Maximum Nodes removed to Keep the Graph Reachable
Last Updated :
05 Mar, 2024
You and your Friend are given an undirected graph having 3 types of edges. A graph is called Reachable if starting from any node, you and your friend can reach all other nodes. Print the maximum number of edges that you can remove in order for the graph to remain Reachable. or print -1.
- Type 1: could be traveled by you only
- Type 2: could be traveled by your friend only
- Type 3: could be traveled by both you and your friend
Examples:
Input: graph[type, u, v] = [[3, 1, 2], [3, 2, 3], [1, 1, 3], [1, 2, 4], [1, 1, 2], [2, 3, 4]], n = 4
Output: 2
Explanation: If we remove the two edges [1,1,2] and [1,1,3] Alice and Bob will still be able to traverse the graph. Any additional edge removal, beyond this point will not enable traversal. Hence the maximum number of edges we can remove is two.
Input: graph[type, u, v] = [[3, 2, 3], [1, 1, 2], [2, 3, 4]], n = 4
Output: -1
Explanation: In the given graph it is not possible for Alice to reach node 4 from any node and likewise for Bob to reach node 1. Therefore achieving traversal of the graph is impossible.

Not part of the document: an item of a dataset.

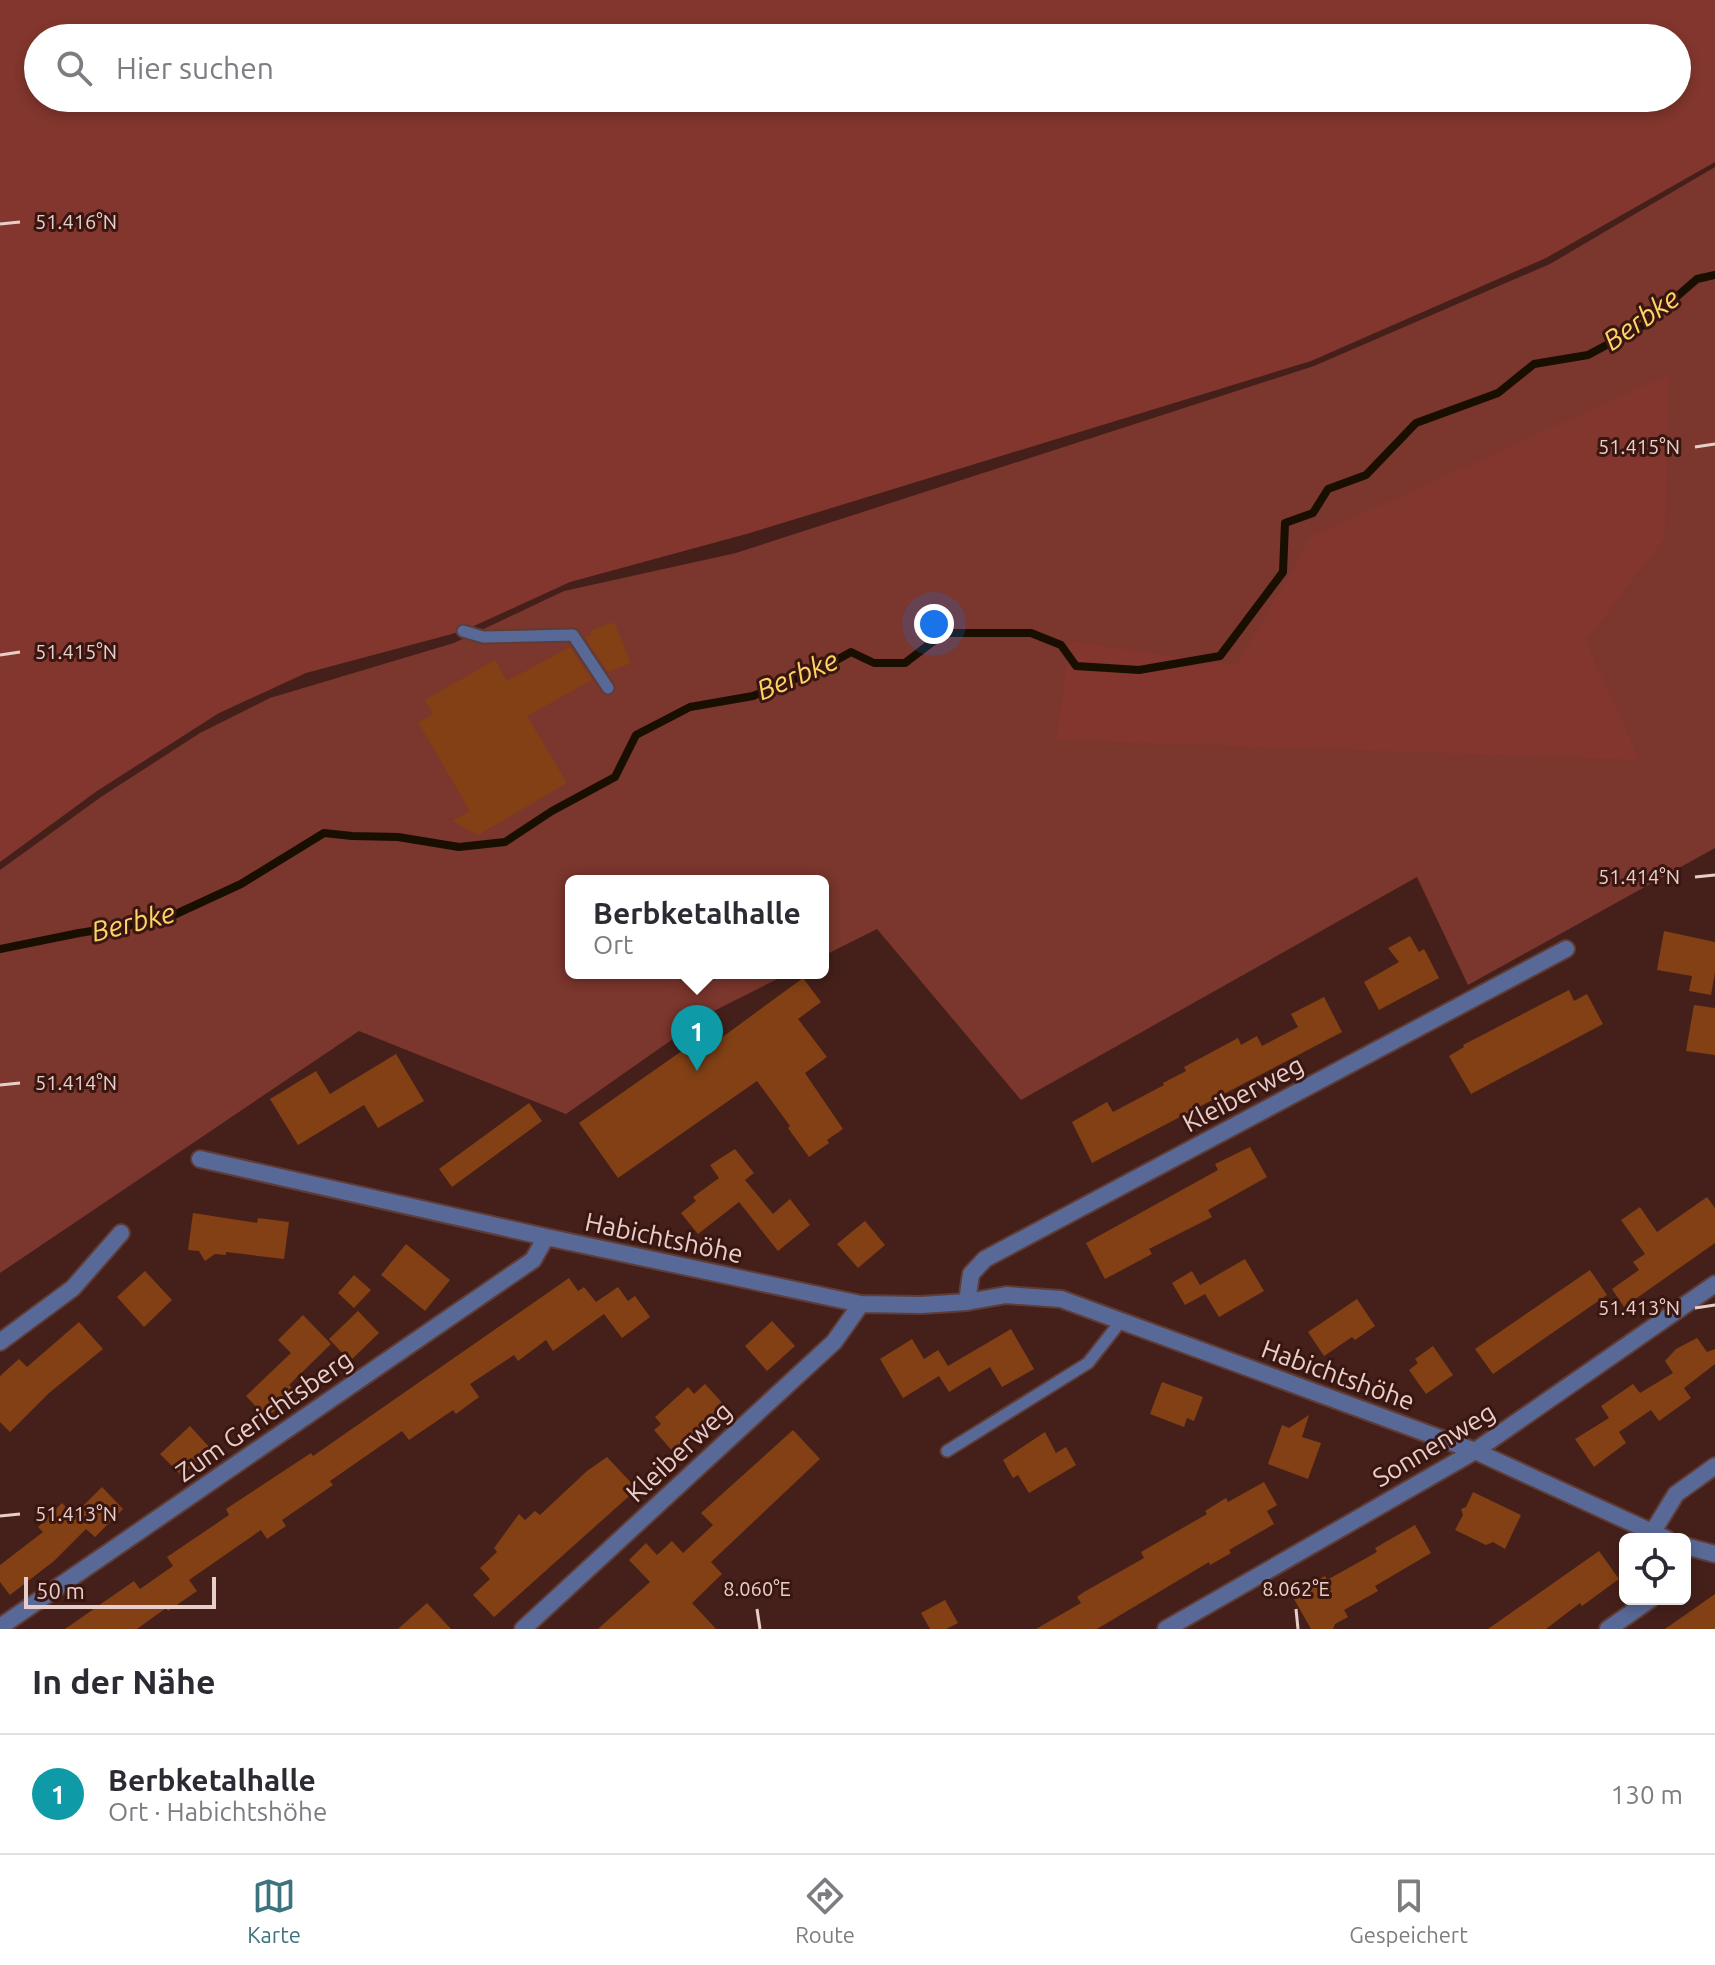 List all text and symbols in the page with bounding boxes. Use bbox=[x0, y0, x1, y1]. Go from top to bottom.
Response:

Approach: To solve the problem follow the below idea:
To solve this problem we utilize the union find data structure. This structure allows us to keep track of components, for each of the three types of edges (1, 2 and 3). Our algorithm proceeds by iterating through the edges in descending order of type. During each iteration we perform union operations. Keep count of the edges. The final result is obtained by subtracting the count of used edges from the number of edges, which represents the removal required to satisfy the disjoint set condition.
To solve the problem follow the below steps:
- Create a helper function called “find” that carries out the find operation within the union find data structure. This function returns the root element of a given elements set.
- Initialize a vector called “ds_both” to represent the disjoint set for type 3 edges. Each element within this vector is initially set to 1 as an indicator for a singleton set.
- Utilize a loop to iterate over all three types of edges (, from type 3 down to type 1).
- Within this loop create a disjoint set called “ds_one” for handling edges of the current type (excluding type 3).
- Iterate through all the edges. Perform union find operations based on their types. Increment our counter for each redundant edge encountered.
- Once you have processed type 3 edges you need to ensure that the graph is fully connected for each person (excluding type 3). If its not simply return 1.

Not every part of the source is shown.